The new convention: $REPO_DIR/.credentials.json. The credentials file sits next to the capsule, gitignored, and the launcher finds it automatically:
CREDENTIALS_FILE="${CREDENTIALS_FILE:-$REPO_DIR/.credentials.json}"
Claude Code refreshes OAuth tokens at runtime. Because the file is bind-mounted, the refresh writes through to the host — the updated token persists across redeploys.
Memory limit
The first test deploy crashed the server. Not a container crash — the entire machine became unresponsive, no ping, hard reboot required.
The cause: Claude Code inside the container allocated memory without limit, the server had zero swap, and Linux locked up before the OOM killer could act. This is a known failure mode — with no swap, the kernel has no breathing room to identify and kill the offending process.
The fix: --memory on docker run. If the container exceeds the limit, Docker kills it — the server stays up. The default is 4GB, configurable via CONTAINER_MEMORY:
CONTAINER_MEMORY="${CONTAINER_MEMORY:-4g}"

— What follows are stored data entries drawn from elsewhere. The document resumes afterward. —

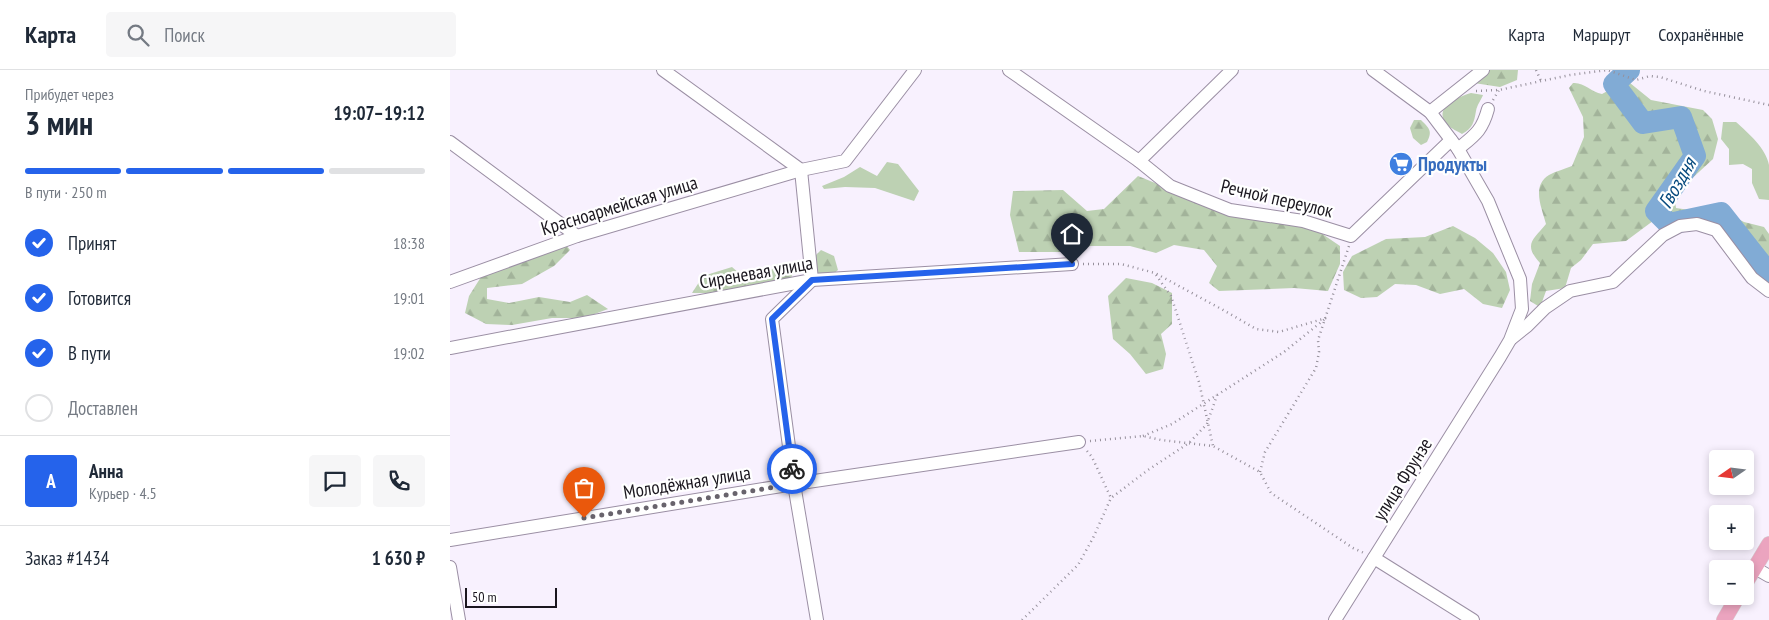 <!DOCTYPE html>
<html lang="ru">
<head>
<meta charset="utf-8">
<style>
  :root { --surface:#fff; --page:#f6f6f7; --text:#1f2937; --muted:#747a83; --line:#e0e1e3; --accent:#2563eb }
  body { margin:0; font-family:"PT Sans Narrow",sans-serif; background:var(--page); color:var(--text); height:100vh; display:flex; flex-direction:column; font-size:19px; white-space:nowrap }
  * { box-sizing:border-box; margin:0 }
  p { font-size:16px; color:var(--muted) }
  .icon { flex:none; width:28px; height:28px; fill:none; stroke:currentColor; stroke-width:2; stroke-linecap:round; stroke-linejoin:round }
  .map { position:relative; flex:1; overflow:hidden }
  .drawer { display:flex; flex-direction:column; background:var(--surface); width:450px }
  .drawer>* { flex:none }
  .needle { width:32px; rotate:256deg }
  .tools { position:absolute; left:1259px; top:380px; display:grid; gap:10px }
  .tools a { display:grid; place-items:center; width:45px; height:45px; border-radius:5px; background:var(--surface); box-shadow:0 2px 8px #0003; font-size:25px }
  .scale { position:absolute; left:15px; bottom:12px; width:92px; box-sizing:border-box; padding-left:5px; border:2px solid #1a161e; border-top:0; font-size:14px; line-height:18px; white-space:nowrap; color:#1a161e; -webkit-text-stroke:4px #fff; paint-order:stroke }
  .pin { position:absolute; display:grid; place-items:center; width:42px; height:42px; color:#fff; margin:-51px -21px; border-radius:50% 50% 50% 0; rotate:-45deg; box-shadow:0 0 5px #0007 }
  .pin .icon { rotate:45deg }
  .courier { position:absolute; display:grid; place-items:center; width:50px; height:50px; margin:-25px; border:4px solid #2563eb; border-radius:50%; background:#fff; color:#222; box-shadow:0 1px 6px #0007 }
  .head em { font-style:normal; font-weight:700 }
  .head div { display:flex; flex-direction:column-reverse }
  .head { display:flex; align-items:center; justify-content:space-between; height:85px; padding:0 25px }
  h1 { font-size:32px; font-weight:700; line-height:38px }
  .bar { display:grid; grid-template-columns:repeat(4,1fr); gap:8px 5px; align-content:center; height:60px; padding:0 25px }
  .bar i { height:6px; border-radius:4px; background:var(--line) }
  .bar .current { background:var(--accent) }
  .bar p { grid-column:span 4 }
  .line { display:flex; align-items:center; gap:12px; padding:0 25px; border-top:1px solid var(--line) }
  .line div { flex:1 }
  .round { display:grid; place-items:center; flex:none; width:52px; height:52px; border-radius:5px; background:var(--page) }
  ol { padding:0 25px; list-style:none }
  li { display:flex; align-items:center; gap:15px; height:55px }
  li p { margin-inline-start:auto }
  li .icon { padding:5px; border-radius:50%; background:var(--accent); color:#fff; stroke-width:4 }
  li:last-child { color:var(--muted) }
  li i { width:28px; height:28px; border:2px solid var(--line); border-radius:50% }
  header { display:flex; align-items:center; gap:30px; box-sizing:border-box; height:70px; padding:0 25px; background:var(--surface); border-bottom:1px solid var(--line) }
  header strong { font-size:24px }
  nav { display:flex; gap:28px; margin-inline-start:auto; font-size:18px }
  .search { width:350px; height:45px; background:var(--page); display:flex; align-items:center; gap:12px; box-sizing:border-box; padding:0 18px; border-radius:5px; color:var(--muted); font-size:19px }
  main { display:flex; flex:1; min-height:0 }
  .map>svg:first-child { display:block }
</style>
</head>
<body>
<header>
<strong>Карта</strong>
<div class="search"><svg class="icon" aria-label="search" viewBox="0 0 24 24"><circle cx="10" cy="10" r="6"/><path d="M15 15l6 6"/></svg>Поиск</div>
<nav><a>Карта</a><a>Маршрут</a><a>Сохранённые</a></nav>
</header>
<main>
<section class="drawer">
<div class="head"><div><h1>3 мин</h1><p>Прибудет через</p></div><em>19:07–19:12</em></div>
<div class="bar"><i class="current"></i><i class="current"></i><i class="current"></i><i></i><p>В пути · 250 m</p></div>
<ol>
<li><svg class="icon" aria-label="check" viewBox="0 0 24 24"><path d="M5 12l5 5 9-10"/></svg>Принят<p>18:38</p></li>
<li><svg class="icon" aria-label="check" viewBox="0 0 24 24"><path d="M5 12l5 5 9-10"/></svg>Готовится<p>19:01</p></li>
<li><svg class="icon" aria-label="check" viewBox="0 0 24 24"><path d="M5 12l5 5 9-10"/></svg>В пути<p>19:02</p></li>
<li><i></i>Доставлен</li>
</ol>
<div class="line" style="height:90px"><b class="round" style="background:var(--accent);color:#fff">А</b><div><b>Анна</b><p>Курьер · 4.5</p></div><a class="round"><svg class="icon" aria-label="chat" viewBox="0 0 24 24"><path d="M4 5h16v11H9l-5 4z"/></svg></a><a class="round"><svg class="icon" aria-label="phone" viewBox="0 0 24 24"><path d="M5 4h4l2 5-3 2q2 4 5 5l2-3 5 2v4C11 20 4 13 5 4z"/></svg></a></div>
<div class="line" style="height:65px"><div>Заказ #1434</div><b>1 630 ₽</b></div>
</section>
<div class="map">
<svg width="1319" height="550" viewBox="0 0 1319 550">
  <defs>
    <pattern id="forest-firs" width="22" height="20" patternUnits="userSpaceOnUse" patternTransform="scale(1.25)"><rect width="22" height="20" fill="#bdd1b3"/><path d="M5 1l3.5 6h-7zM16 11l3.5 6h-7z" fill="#a2b39a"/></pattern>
  </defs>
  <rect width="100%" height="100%" fill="#f8f1fe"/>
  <g fill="#bdd1b3">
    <path d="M 1021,23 L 1033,25 C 1031,30 1027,35 1026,41 C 1024,52 1023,58 1012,64 C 1008,61 1001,59 998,55 C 981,38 1008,27 1021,23 Z"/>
    <path d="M 1273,52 L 1286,52 C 1298,63 1316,78 1319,95 C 1319,106 1319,119 1319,130 L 1309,129 L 1302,113 L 1302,99 L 1293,94 L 1279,95 L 1279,79 L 1271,69 Z"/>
    <path d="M 437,92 L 448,94 L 469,121 L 464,131 L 425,118 L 395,117 L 374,119 L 372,116 L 394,107 L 410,97 L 427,106 Z"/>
  </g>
  <g fill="url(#forest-firs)">
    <path d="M 1038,0 L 1068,0 L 1067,10 L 1050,17 L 1024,13 Z"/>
    <path d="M 1174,12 L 1180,13 L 1201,30 L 1253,40 L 1262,49 L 1268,69 L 1263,89 L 1224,125 L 1226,138 L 1247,141 L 1265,137 L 1294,152 L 1314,157 L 1319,164 L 1319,217 L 1269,170 L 1250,157 L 1223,156 L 1207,148 L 1176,171 L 1143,174 L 1131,190 L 1121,198 L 1115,218 L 1096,221 L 1092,232 L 1088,236 L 1080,231 L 1082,214 L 1090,193 C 1073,174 1083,170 1096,154 C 1092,138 1081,116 1099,105 C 1106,101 1115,99 1122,96 L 1134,67 L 1133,47 L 1119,18 L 1123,13 C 1134,12 1141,22 1152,24 Z"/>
    <path d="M 964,50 L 971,50 C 979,58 983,61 977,72 L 971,75 L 963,68 L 960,58 Z"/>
    <path d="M 688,106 L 742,128 L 865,159 L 890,176 L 890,194 L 878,221 L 844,218 L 769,221 L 759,213 L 767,196 L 754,180 L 724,175 L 706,183 L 680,176 L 640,176 L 616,182 L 569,182 L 560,145 L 563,121 L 613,120 L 637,141 L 654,139 Z"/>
    <path d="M 1003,156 L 1025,168 L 1043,183 L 1056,202 L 1060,220 L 1052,238 L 1033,234 L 1014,219 L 990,224 L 966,215 L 945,214 L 927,227 L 911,228 L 894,220 L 893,202 L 902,186 L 936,169 L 975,167 Z"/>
    <path d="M 114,172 L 120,180 L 104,196 L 72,214 L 37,218 L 37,229 L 59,233 L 89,227 L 120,232 L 137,225 L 158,239 L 134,248 L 102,248 L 62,255 L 36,254 L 15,243 L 19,226 L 31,207 Z"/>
    <path d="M 371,180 L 384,186 L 388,200 L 382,205 L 366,205 L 362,189 Z"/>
    <path d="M 327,194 L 346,197 L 341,208 L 274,223 L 242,223 L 253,206 L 282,197 L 297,210 L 313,208 Z"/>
    <path d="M 676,208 L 702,213 L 722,223 L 722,254 L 711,264 L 716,284 L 713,299 L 696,304 L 680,284 L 663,269 L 658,226 Z"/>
  </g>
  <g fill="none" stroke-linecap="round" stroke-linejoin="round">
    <path stroke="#81abd5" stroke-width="22" d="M 1179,0 L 1164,14 L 1193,53 L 1231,47 L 1245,86 L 1206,141 L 1219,154 L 1271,143 L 1319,204"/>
    <g stroke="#9b8fa4" stroke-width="14">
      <g id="minor">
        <path d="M 213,0 L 351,100"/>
        <path d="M 559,0 L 689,91 L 720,116 L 780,140 L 853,151 L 901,166 L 1001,70"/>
        <path d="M 980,42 L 1033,0"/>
        <path d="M 0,72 L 127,166"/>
        <path d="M 1008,79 C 1025,65 1032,61 1038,39"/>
        <path d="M 689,91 L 782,0"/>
        <path d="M 0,212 L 127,166 L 351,100"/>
        <path d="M 1062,268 L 1077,256 L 1095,238 L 1120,221 L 1163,212 L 1213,165 L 1230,156 L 1247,154 L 1266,160 L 1302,208 L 1319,221"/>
        <path d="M 0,278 L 362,210 L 622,194"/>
        <path d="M 0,470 L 344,414 L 629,372"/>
        <path d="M 924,488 L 1023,550"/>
        <path d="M 0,497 L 9,550"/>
        <path d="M 1305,498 L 1319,506"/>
        <path d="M 367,550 L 344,414 L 322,249 L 362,210 L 351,100 L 395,91 L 465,0"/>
        <path d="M 885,550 L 1050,287 L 1060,270 L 1072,239 L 1070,209 L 1038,131 L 1008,79 L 980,42 L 923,0"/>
      </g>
    </g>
    <g stroke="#d6d5d6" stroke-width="16">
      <g id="major">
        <path d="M 1295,514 L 1319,474"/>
        <path d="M 1274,550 L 1288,526"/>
      </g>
    </g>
    <g stroke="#96909b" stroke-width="2.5" stroke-dasharray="1 4" stroke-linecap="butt">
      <path d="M 1086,0 L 1091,11"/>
      <path d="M 1026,21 L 1049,20 L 1120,5 L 1157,0 L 1186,10 L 1200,6 L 1210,7 L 1254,21 L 1319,35"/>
      <path d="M 1043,30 L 1049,20"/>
      <path d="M 633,194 L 671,194 L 705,203 L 775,241 L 806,259 L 829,262 L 876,248"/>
      <path d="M 706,205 L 721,226 L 749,312 L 763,376"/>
      <path d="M 693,366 L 722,354 L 834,282 L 875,249"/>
      <path d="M 640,371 L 693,366 L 711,370 L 763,376 L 810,402 L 821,423 L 903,478 L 914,483"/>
      <path d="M 637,381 L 642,387 L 661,428"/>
      <path d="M 810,402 L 815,382 L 866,298 L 869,282 L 868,270 L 899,176"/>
      <path d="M 572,550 L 628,495 L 643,468 L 661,428 L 698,400 L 739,373 L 757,354 L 767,325"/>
    </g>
    <use href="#minor" stroke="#fff" stroke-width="12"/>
    <use href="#major" stroke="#eba4bf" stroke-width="15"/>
  </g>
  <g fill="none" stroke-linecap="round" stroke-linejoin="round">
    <path stroke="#68636c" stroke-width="5" stroke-dasharray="0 9" d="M 134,448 L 344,414 L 342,399"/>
    <path stroke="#2563eb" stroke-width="6" d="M 342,399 L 322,249 L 362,210 L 622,194"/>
  </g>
  <defs>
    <g id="supermarket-disc" transform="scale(1.25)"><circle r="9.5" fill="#3f7fe0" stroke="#fff"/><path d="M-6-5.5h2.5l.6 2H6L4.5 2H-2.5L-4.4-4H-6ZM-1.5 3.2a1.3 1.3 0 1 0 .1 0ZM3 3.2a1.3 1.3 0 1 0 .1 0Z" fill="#fff"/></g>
  </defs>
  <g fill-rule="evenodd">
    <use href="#supermarket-disc" x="951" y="94"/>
  </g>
  <g text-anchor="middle" stroke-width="4.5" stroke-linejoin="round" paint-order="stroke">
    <g font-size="19" font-weight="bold" fill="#366cbe" stroke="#fff" text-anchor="start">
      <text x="968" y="101">Продукты</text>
    </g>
    <g font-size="19" fill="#1a161e" stroke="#fff">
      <text transform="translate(827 128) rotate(13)" y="7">Речной переулок</text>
      <text transform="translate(169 135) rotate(-17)" y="7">Красноармейская улица</text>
      <text transform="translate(306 202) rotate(-10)" y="7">Сиреневая улица</text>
      <text transform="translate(952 409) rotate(-58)" y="7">улица Фрунзе</text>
      <text transform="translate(237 412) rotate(-9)" y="7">Молодёжная улица</text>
    </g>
    <g font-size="20" font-style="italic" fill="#074a7e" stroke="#fff">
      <text transform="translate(1227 113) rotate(-60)" y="7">Гвоздня</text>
    </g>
  </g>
</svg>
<div class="tools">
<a><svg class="needle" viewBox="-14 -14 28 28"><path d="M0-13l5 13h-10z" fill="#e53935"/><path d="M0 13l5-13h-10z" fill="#747a83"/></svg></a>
<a>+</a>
<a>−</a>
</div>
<div class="scale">50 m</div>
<div class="pin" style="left:134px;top:448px;background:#ea580c"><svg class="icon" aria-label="bag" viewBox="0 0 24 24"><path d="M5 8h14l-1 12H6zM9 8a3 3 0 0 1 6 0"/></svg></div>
<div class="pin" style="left:622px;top:194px;background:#1f2937"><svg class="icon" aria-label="home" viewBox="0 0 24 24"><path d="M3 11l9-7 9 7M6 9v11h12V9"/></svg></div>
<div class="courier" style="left:342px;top:399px"><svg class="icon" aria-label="bike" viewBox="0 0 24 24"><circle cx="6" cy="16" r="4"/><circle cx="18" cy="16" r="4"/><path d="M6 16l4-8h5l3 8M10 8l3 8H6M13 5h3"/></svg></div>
</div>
</main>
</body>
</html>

This is one of those lessons you only learn by watching a server go dark. The container that works perfectly in manual testing can kill the host through the launcher because nothing was limiting it. The memory flag costs nothing and prevents the worst possible failure mode.
Graceful shutdown
Without cleanup, Ctrl+C kills the launcher but leaves the container running in the background. A dangling container that nobody is monitoring — no redeploys, no restarts if it crashes.
A trap fixes this:
trap 'log "Shutting down..."; stop_container; exit 0' INT TERM
Ctrl+C or SIGTERM → stop the container → exit. The volume stays — the next launch picks up where it left off. The container is ephemeral, the data is not.
Result
The agent’s home directory survives redeploys. Push a config change, the launcher rebuilds and restarts — conversations continue where they left off. Session files, Claude’s internal state, anything the agent creates in its home directory persists across the rebuild cycle.
$ nix run ../launcher
[...] Launcher started
[...] container: my-agent
[...] Initial deploy...
[...] Container started.
# Chat with the agent, establish context...
# Push a config change...
[...] New commit detected: abc1234 -> def5678
[...] Building def5678 in worktree...
[...] Stopping container my-agent...
[...] Starting container my-agent...
[...] Deploy complete. Running def5678
# Resume chatting — the agent remembers everything
Five changes, each small, each addressing a real problem encountered while running the agent:
- Named volume — sessions and files survive redeploys
mkdir -pin entrypoint — self-healing if.claude/is missing from volume- Memory limit — container can’t take down the host
- Credentials beside the capsule — each agent owns its tokens, no shared state
- Graceful shutdown — Ctrl+C stops the container, volume preserved
The capsule directory now holds everything the launcher needs:
my-agent/
├── flake.nix # agent config
├── .env # TELEGRAM_BOT_TOKEN
└── .credentials.json # Claude OAuth credentials
Run nix run ../launcher from the directory. No env vars, no flags. The container name, volume name, credentials path, and memory limit all derive from sensible defaults.
Iteration 005 gave the agent memory within a session. Iteration 006 gave it automatic deploys. This iteration makes them compatible — the agent evolves its config through git pushes without losing its conversational state. Memory and mutation, together.